WORK ORDER:
Across all the entries below, how many lines mention the string "absolute"? Respond with a single number.

DATA RECORDS:
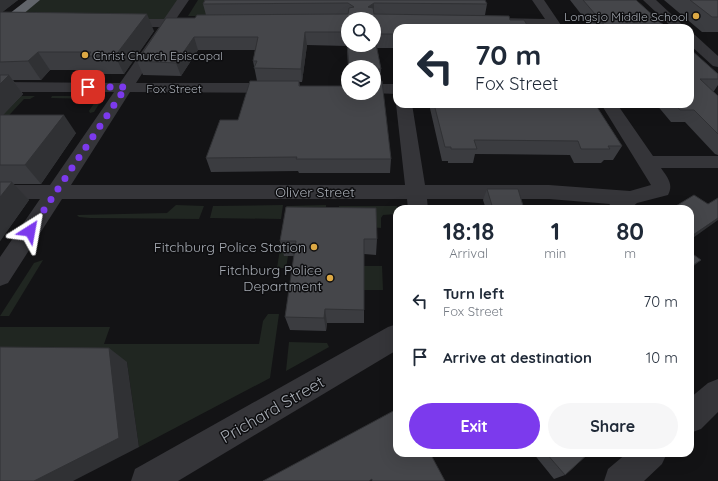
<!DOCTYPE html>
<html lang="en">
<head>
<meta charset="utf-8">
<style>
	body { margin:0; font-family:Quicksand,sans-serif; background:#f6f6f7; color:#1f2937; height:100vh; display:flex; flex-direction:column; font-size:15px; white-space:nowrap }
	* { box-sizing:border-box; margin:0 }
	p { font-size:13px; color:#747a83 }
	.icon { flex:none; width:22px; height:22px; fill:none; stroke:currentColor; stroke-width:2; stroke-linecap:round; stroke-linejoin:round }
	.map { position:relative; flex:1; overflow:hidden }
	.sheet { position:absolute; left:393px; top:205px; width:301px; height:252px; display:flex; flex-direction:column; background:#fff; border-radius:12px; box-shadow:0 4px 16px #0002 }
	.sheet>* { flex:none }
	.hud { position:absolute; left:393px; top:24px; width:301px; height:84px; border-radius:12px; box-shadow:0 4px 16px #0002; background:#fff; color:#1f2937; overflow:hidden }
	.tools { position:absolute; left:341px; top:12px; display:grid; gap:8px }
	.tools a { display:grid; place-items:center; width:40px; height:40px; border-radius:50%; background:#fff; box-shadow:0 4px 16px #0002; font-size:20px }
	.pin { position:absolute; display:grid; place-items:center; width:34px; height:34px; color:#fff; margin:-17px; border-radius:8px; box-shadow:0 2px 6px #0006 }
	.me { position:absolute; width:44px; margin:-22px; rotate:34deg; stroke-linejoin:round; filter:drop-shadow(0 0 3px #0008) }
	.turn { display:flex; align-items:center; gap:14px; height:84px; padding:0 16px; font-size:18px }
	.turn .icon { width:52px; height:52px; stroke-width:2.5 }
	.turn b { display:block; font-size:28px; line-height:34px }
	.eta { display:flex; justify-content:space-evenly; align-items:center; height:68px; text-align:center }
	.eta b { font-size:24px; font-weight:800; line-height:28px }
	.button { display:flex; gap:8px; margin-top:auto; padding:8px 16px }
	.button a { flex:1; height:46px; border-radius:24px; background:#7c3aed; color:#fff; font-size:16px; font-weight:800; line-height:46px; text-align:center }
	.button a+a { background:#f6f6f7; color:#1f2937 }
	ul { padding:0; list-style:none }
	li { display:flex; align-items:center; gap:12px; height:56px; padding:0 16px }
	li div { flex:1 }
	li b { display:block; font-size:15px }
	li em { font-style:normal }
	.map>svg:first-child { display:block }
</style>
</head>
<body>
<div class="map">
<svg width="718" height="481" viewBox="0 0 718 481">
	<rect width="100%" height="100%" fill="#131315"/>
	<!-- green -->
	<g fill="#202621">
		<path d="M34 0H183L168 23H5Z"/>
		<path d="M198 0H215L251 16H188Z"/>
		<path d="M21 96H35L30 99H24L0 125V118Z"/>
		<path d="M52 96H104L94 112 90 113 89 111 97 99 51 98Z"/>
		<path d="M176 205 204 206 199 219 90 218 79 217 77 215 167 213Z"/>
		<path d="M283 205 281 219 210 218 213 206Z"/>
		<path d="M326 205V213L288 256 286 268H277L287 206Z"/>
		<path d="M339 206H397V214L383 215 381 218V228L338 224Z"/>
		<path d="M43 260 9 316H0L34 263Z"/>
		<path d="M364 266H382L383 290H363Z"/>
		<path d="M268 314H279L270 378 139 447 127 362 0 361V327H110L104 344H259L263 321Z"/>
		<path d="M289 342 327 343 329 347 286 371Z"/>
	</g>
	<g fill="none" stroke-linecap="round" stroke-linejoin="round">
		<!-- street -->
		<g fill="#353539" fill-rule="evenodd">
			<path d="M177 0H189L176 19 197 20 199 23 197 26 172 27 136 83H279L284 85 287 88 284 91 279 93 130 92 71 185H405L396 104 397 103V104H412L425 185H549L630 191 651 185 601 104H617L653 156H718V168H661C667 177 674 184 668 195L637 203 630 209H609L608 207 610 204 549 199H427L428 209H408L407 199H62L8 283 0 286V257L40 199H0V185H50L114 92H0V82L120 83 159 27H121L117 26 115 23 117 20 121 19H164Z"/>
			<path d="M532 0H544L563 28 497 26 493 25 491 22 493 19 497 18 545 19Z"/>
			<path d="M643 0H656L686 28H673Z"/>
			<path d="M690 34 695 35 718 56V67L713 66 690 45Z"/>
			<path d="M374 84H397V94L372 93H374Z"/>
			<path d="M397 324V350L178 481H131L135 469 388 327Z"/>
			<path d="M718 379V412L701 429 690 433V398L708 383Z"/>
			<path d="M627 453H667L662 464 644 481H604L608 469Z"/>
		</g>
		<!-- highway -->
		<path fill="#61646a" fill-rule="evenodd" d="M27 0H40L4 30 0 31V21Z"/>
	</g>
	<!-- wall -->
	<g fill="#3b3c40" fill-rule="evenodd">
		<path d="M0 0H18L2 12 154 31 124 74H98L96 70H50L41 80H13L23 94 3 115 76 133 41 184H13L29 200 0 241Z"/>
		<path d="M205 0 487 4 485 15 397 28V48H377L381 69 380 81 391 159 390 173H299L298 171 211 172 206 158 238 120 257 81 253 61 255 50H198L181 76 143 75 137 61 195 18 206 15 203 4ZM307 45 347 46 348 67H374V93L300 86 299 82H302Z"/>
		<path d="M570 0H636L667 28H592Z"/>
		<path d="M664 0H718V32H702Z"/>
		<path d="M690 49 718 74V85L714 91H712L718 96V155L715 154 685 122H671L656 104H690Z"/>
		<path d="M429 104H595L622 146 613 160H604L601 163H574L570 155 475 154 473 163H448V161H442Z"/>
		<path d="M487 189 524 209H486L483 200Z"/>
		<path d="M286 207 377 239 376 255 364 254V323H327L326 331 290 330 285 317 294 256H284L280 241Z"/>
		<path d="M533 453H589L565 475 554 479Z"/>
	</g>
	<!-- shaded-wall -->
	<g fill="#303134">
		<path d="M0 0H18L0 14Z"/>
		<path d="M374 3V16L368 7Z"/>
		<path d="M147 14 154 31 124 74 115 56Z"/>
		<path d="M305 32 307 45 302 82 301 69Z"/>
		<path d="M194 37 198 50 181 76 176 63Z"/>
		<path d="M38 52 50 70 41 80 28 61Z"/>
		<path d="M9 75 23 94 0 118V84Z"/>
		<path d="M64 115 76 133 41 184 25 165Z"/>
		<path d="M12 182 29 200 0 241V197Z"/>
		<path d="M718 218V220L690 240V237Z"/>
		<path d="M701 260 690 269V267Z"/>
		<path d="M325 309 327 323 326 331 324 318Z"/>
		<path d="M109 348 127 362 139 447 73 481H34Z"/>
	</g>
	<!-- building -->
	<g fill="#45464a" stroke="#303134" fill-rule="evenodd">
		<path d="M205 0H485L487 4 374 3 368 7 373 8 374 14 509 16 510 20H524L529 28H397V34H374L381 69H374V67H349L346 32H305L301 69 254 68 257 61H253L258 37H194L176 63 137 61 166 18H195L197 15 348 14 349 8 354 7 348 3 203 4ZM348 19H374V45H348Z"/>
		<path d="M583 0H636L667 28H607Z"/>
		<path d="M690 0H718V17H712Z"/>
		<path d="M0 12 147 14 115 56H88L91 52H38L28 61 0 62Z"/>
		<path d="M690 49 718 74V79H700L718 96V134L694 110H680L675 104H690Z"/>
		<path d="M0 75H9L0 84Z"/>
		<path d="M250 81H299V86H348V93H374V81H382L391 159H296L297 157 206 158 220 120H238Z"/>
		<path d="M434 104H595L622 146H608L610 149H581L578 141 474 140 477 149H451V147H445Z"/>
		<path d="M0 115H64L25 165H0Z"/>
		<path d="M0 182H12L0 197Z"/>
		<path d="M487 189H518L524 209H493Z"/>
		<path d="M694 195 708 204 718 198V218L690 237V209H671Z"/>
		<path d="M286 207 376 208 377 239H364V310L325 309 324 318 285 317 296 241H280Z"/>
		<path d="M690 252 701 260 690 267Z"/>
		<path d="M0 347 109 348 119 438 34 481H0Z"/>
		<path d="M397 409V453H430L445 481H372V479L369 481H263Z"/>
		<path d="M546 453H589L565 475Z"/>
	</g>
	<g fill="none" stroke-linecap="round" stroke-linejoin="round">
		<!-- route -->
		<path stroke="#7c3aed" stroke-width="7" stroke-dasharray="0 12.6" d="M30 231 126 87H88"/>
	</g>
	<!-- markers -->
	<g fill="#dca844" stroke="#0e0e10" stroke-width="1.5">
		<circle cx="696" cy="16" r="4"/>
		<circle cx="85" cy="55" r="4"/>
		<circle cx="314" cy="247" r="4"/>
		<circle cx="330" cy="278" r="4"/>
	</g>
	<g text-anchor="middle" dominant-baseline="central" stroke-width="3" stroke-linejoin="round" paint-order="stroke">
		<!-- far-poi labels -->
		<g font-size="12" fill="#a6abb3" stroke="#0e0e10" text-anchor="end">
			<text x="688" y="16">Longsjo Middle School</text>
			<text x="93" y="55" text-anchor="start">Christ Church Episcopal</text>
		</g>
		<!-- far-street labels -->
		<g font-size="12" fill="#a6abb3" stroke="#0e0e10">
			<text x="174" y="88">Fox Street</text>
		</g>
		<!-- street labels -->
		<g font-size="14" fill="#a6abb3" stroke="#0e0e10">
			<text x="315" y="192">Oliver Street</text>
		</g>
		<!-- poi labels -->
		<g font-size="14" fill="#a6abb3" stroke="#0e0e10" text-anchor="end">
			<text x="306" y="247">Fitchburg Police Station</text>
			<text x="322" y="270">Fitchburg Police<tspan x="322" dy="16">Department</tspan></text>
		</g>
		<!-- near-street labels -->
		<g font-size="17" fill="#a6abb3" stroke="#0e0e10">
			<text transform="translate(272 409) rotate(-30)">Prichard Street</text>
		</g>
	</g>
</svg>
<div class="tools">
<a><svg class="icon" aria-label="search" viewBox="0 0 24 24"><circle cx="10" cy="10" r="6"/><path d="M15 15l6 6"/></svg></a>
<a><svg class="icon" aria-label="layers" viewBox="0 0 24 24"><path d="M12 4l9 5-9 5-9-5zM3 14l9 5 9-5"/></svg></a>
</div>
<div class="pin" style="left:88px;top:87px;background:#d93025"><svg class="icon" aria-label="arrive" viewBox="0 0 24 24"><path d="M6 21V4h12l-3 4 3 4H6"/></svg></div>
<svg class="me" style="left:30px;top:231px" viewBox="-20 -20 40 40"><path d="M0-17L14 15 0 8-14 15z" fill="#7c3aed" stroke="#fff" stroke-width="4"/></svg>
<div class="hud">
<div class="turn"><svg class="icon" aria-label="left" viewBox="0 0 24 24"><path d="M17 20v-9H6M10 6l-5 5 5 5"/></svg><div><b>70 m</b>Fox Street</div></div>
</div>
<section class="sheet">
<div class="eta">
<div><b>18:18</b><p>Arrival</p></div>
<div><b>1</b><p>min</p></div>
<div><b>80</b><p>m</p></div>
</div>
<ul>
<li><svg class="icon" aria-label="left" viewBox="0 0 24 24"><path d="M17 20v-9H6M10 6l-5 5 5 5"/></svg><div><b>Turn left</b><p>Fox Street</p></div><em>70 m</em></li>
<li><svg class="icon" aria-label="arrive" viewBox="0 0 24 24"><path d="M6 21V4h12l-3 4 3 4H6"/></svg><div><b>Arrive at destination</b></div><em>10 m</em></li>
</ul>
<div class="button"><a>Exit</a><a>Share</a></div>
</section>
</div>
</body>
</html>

TASK ANSWER:
5